* **Try it**:
Give back all the data exactly as it was written.

* **Saved data entries**:

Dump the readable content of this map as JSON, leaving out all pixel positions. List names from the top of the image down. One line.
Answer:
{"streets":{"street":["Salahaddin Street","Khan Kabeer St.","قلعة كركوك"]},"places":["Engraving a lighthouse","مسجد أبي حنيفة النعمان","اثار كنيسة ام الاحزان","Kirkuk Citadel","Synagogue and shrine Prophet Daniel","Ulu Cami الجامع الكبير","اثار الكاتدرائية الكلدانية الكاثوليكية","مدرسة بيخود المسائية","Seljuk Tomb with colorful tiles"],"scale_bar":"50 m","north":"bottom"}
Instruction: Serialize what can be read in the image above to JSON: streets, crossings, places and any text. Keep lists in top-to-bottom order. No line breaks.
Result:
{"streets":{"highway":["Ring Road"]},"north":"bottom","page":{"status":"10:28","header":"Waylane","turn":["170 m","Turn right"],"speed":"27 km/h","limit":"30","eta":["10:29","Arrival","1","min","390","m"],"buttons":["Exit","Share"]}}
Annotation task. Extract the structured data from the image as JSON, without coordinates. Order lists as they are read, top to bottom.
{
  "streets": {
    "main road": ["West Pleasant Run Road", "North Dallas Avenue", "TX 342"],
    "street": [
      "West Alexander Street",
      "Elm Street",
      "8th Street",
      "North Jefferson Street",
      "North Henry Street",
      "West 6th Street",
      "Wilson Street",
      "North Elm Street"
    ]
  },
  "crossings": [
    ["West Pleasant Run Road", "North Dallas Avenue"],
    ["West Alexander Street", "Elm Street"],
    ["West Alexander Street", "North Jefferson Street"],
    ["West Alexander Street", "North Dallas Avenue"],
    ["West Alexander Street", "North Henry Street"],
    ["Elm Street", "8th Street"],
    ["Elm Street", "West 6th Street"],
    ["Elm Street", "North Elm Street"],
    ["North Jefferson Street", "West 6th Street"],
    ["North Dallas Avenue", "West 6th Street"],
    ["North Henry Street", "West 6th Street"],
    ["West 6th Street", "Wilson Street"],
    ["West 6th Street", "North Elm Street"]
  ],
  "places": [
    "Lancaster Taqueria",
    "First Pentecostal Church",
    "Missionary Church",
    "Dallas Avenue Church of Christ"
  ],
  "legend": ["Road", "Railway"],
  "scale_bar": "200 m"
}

* **Answer box**:
Dump the readable content of this map as JSON, leaving out all pixel positions. List names from the top of the image down. One line.
Answer:
{"streets":{"street":["Salahaddin Street","Khan Kabeer St.","قلعة كركوك"]},"places":["Engraving a lighthouse","مسجد أبي حنيفة النعمان","اثار كنيسة ام الاحزان","Kirkuk Citadel","Synagogue and shrine Prophet Daniel","Ulu Cami الجامع الكبير","اثار الكاتدرائية الكلدانية الكاثوليكية","مدرسة بيخود المسائية","Seljuk Tomb with colorful tiles"],"scale_bar":"50 m","north":"bottom"}
Instruction: Serialize what can be read in the image above to JSON: streets, crossings, places and any text. Keep lists in top-to-bottom order. No line breaks.
Result:
{"streets":{"highway":["Ring Road"]},"north":"bottom","page":{"status":"10:28","header":"Waylane","turn":["170 m","Turn right"],"speed":"27 km/h","limit":"30","eta":["10:29","Arrival","1","min","390","m"],"buttons":["Exit","Share"]}}
Annotation task. Extract the structured data from the image as JSON, without coordinates. Order lists as they are read, top to bottom.
{
  "streets": {
    "main road": ["West Pleasant Run Road", "North Dallas Avenue", "TX 342"],
    "street": [
      "West Alexander Street",
      "Elm Street",
      "8th Street",
      "North Jefferson Street",
      "North Henry Street",
      "West 6th Street",
      "Wilson Street",
      "North Elm Street"
    ]
  },
  "crossings": [
    ["West Pleasant Run Road", "North Dallas Avenue"],
    ["West Alexander Street", "Elm Street"],
    ["West Alexander Street", "North Jefferson Street"],
    ["West Alexander Street", "North Dallas Avenue"],
    ["West Alexander Street", "North Henry Street"],
    ["Elm Street", "8th Street"],
    ["Elm Street", "West 6th Street"],
    ["Elm Street", "North Elm Street"],
    ["North Jefferson Street", "West 6th Street"],
    ["North Dallas Avenue", "West 6th Street"],
    ["North Henry Street", "West 6th Street"],
    ["West 6th Street", "Wilson Street"],
    ["West 6th Street", "North Elm Street"]
  ],
  "places": [
    "Lancaster Taqueria",
    "First Pentecostal Church",
    "Missionary Church",
    "Dallas Avenue Church of Christ"
  ],
  "legend": ["Road", "Railway"],
  "scale_bar": "200 m"
}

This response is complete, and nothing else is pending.